- Your assignment
Locate each line below that includes "none" and reproduce it.
*** Opening Raw data ***
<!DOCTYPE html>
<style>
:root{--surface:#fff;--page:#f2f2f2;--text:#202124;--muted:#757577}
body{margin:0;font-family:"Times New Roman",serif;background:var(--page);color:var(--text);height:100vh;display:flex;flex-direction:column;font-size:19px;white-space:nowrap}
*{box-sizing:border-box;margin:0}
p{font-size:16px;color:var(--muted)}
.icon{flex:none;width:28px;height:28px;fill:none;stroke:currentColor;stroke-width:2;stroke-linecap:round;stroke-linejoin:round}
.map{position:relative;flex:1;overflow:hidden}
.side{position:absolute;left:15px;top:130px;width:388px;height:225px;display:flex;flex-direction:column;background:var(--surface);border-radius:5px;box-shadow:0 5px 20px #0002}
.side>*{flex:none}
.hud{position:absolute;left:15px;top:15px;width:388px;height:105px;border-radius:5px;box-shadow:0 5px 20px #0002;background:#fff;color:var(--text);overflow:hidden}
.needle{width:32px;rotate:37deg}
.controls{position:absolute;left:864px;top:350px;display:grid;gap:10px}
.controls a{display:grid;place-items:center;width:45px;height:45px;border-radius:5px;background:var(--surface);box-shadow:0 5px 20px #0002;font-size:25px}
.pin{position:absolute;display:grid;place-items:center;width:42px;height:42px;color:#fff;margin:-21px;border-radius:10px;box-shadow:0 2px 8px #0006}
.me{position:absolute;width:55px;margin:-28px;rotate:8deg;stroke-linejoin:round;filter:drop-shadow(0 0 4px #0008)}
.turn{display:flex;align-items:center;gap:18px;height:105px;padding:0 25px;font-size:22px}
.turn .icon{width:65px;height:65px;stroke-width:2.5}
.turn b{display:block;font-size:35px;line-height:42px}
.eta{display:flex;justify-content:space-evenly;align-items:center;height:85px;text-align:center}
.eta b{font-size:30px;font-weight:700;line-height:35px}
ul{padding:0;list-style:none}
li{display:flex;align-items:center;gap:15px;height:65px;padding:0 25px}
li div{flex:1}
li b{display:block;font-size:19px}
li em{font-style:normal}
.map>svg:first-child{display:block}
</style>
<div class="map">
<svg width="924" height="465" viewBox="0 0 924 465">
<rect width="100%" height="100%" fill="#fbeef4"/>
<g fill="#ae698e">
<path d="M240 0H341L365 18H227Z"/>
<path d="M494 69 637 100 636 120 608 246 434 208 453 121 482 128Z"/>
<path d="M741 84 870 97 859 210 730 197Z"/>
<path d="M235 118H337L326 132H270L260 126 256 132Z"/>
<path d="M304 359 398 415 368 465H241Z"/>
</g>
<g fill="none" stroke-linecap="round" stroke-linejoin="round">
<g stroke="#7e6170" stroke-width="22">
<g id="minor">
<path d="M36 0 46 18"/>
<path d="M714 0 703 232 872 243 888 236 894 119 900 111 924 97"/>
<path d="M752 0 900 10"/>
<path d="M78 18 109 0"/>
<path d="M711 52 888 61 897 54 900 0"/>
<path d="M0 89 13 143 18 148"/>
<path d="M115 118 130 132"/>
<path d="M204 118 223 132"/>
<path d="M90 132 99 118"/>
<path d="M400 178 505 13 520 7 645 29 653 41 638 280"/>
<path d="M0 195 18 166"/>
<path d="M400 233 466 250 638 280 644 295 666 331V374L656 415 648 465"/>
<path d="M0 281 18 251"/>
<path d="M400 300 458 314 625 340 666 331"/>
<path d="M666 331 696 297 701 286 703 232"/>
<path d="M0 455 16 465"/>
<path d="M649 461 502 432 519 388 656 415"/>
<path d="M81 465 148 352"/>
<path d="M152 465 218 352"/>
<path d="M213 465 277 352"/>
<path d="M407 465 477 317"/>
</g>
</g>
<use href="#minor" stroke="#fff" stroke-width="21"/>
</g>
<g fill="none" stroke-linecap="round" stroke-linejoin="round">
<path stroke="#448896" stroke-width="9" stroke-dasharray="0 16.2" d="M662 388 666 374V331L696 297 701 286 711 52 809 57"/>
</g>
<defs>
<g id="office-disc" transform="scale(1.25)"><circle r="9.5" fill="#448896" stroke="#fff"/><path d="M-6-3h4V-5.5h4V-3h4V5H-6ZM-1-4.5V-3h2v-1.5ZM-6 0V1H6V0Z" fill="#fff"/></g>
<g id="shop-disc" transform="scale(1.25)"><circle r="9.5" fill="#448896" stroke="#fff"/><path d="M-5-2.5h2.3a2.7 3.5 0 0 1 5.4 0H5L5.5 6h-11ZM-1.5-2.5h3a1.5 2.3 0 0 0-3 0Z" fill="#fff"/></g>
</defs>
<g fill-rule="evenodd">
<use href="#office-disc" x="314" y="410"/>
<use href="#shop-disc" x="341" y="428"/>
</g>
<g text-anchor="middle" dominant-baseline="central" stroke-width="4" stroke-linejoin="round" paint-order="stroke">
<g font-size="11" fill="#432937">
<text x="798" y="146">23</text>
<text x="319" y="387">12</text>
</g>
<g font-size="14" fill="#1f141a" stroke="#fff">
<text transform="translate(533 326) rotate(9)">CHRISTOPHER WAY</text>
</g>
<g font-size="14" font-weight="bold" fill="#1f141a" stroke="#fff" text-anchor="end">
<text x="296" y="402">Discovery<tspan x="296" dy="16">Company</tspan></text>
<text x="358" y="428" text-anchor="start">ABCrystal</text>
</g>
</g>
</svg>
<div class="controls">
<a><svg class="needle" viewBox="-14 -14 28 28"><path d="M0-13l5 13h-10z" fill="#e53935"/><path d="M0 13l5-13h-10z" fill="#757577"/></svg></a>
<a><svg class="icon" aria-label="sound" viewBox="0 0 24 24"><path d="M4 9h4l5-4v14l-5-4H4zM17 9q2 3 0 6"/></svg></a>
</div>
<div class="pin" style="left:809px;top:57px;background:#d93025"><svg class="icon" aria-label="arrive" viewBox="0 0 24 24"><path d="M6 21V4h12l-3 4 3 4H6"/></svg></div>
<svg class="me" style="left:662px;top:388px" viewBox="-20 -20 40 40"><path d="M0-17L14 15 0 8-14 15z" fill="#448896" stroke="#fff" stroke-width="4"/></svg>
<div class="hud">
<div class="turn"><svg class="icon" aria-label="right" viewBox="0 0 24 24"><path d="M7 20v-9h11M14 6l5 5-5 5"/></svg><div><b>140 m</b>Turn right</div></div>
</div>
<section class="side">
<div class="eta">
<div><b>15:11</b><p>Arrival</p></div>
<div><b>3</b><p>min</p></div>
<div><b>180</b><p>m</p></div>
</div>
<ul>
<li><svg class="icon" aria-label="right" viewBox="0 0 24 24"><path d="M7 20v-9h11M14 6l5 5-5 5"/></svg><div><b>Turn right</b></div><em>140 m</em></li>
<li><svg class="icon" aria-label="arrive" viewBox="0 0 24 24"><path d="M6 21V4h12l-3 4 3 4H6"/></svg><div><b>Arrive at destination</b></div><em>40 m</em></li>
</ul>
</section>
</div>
*** Closing Raw data ***
- Response to this exercise
.icon{flex:none;width:28px;height:28px;fill:none;stroke:currentColor;stroke-width:2;stroke-linecap:round;stroke-linejoin:round}
.side>*{flex:none}
ul{padding:0;list-style:none}
<g fill="none" stroke-linecap="round" stroke-linejoin="round">
<g fill="none" stroke-linecap="round" stroke-linejoin="round">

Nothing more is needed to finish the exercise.